Is caching works with other entity processor like SolrEntityprocessor?

On Fri 12 Apr, 2019, 3:10 PM Srinivas Kashyap, <srini...@bamboorose.com>
wrote:

> Hi Shawn/Mikhail Khludnev,
>
> I was going through Jira  https://issues.apache.org/jira/browse/SOLR-4799
> and see, I can do my intended activity by specifying zipper.
>
> I tried doing it, however I'm getting error as below:
>
> Caused by: org.apache.solr.handler.dataimport.DataImportHandlerException:
> java.lang.IllegalArgumentException: expect increasing foreign keys for
> Relation CHILD_KEY=PARENT.PARENT_KEY got: QA-HQ008880,HQ011782
> at
> org.apache.solr.handler.dataimport.DataImportHandlerException.wrapAndThrow(DataImportHandlerException.java:62)
> at
> org.apache.solr.handler.dataimport.EntityProcessorWrapper.nextRow(EntityProcessorWrapper.java:246)
> at
> org.apache.solr.handler.dataimport.DocBuilder.buildDocument(DocBuilder.java:475)
> at
> org.apache.solr.handler.dataimport.DocBuilder.buildDocument(DocBuilder.java:514)
> at
> org.apache.solr.handler.dataimport.DocBuilder.buildDocument(DocBuilder.java:414)
> ... 5 more
> Caused by: java.lang.IllegalArgumentException: expect increasing foreign
> keys for Relation CHILD_KEY=PARENT.PARENT_KEY got: QA-HQ008880,HQ011782
> at
> org.apache.solr.handler.dataimport.Zipper.supplyNextChild(Zipper.java:70)
> at
> org.apache.solr.handler.dataimport.EntityProcessorBase.getNext(EntityProcessorBase.java:126)
> at
> org.apache.solr.handler.dataimport.SqlEntityProcessor.nextRow(SqlEntityProcessor.java:74)
> at
> org.apache.solr.handler.dataimport.EntityProcessorWrapper.nextRow(EntityProcessorWrapper.java:243)
>
>
> Below is my dih config:
>
>
> <entity name="PARENT" pk="PQRS"
>                                                 query="SELECT
> PQRS,PARENT_KEY,L,M,N,O FROM DEF order by PARENT_KEY DESC"
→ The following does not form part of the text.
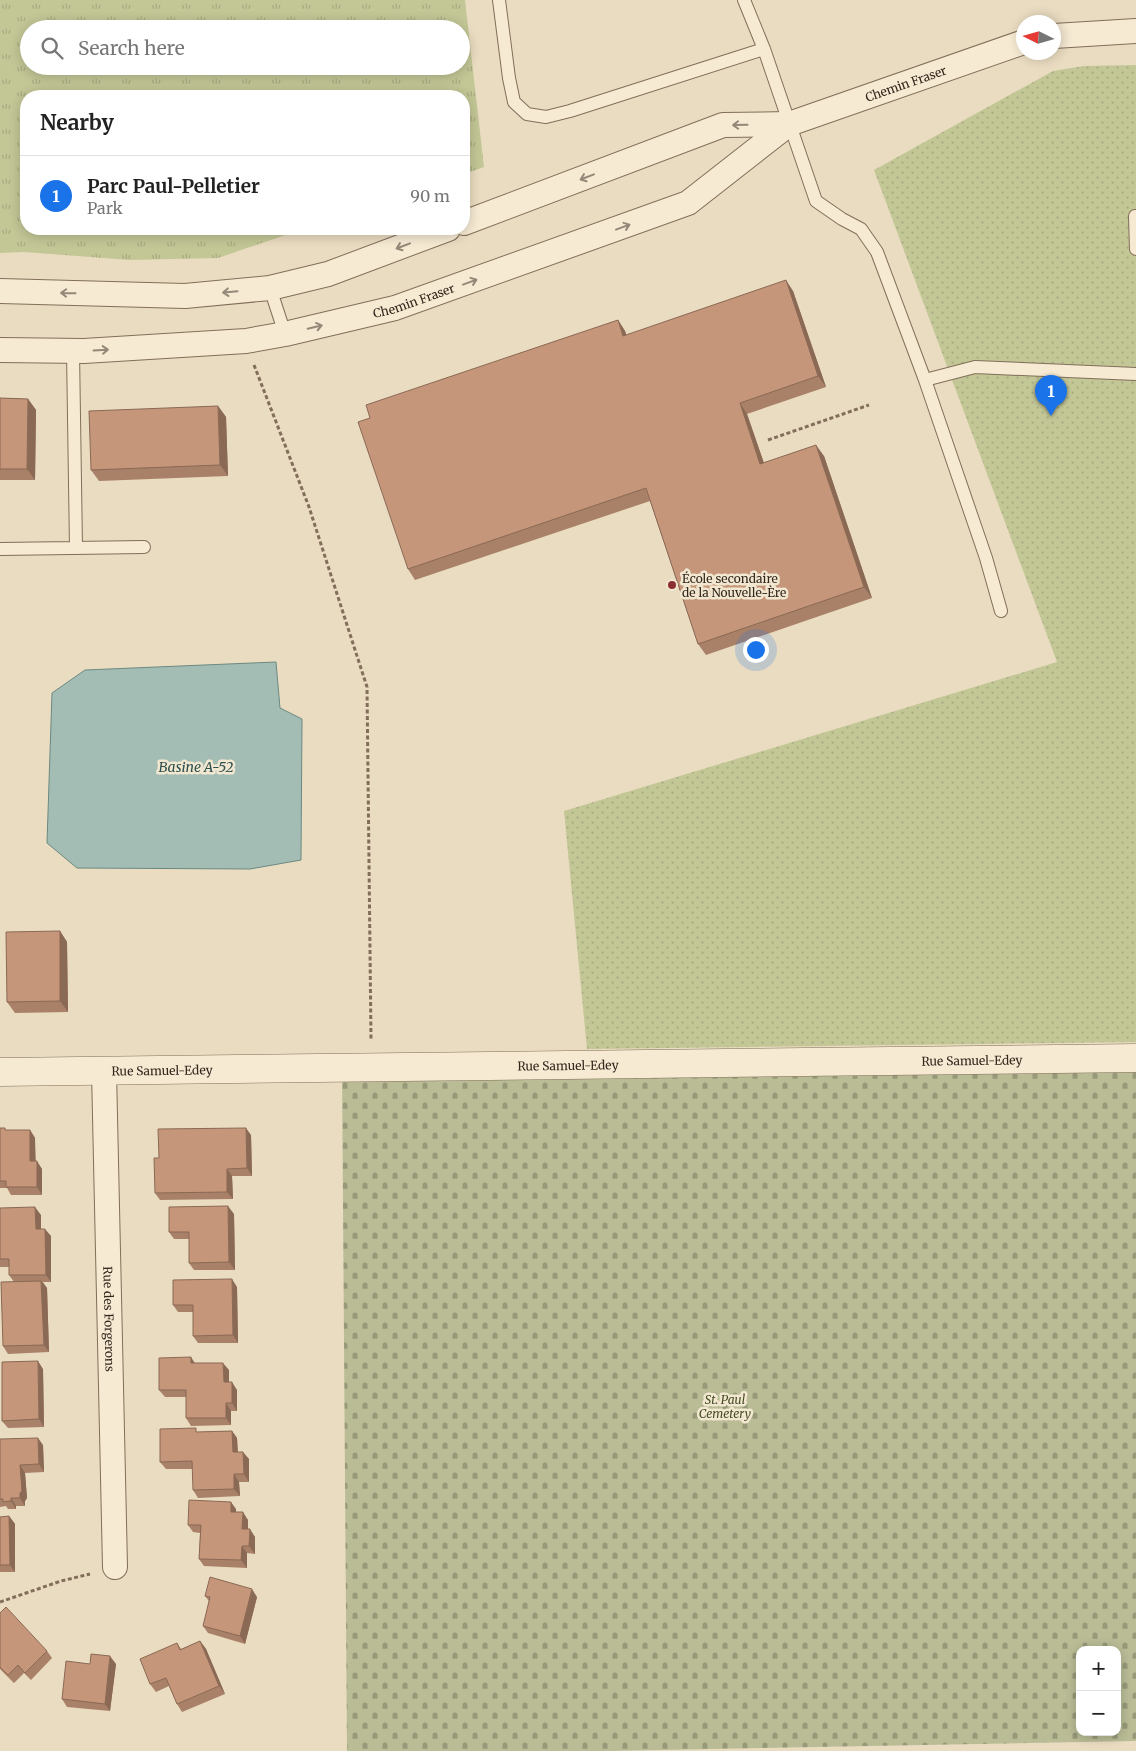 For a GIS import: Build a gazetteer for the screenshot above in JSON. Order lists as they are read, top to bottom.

>                                                 >
>
>                                                 <field name="L" column="L"
> />
>                                                 <field name="M" column="M"
> />
>                                                 <field name="N" column="N"
> />
>
>                                                 <entity
> name="childentity1" pk="PQRS"
>
> query="SELECT A,B,C,D,E,F,CHILD_KEY,MODIFY_TS FROM ABC ORDER BY CHILD_KEY
> DESC"
>
> processor="SqlEntityProcessor" join="zipper" where="CHILD_KEY=
> PARENT.PARENT_KEY"
>                                                                 >
>
>                                                                 <field
> name="A" column="A" />
>                                                                 <field
> name="B" column="B" />
>                                                 </entity>
>
>
> Thanks and Regards,
> Srinivas Kashyap
>
> -----Original Message-----
> From: Shawn Heisey <apa...@elyograg.org>
> Sent: 09 April 2019 01:27 PM
> To: solr-user@lucene.apache.org
> Subject: Re: Sql entity processor sortedmapbackedcache out of memory issue
>
> On 4/8/2019 11:47 PM, Srinivas Kashyap wrote:
> > I'm using DIH to index the data and the structure of the DIH is like
> below for solr core:
> >
> > <entity>
> > 16 child entities
> > </entity>
> >
> > During indexing, since the number of requests being made to database was
> high(to process one document 17 queries) and was utilizing most of
> connections of database thereby blocking our web application.
>
> If you have 17 entities, then one document will indeed take 17 queries.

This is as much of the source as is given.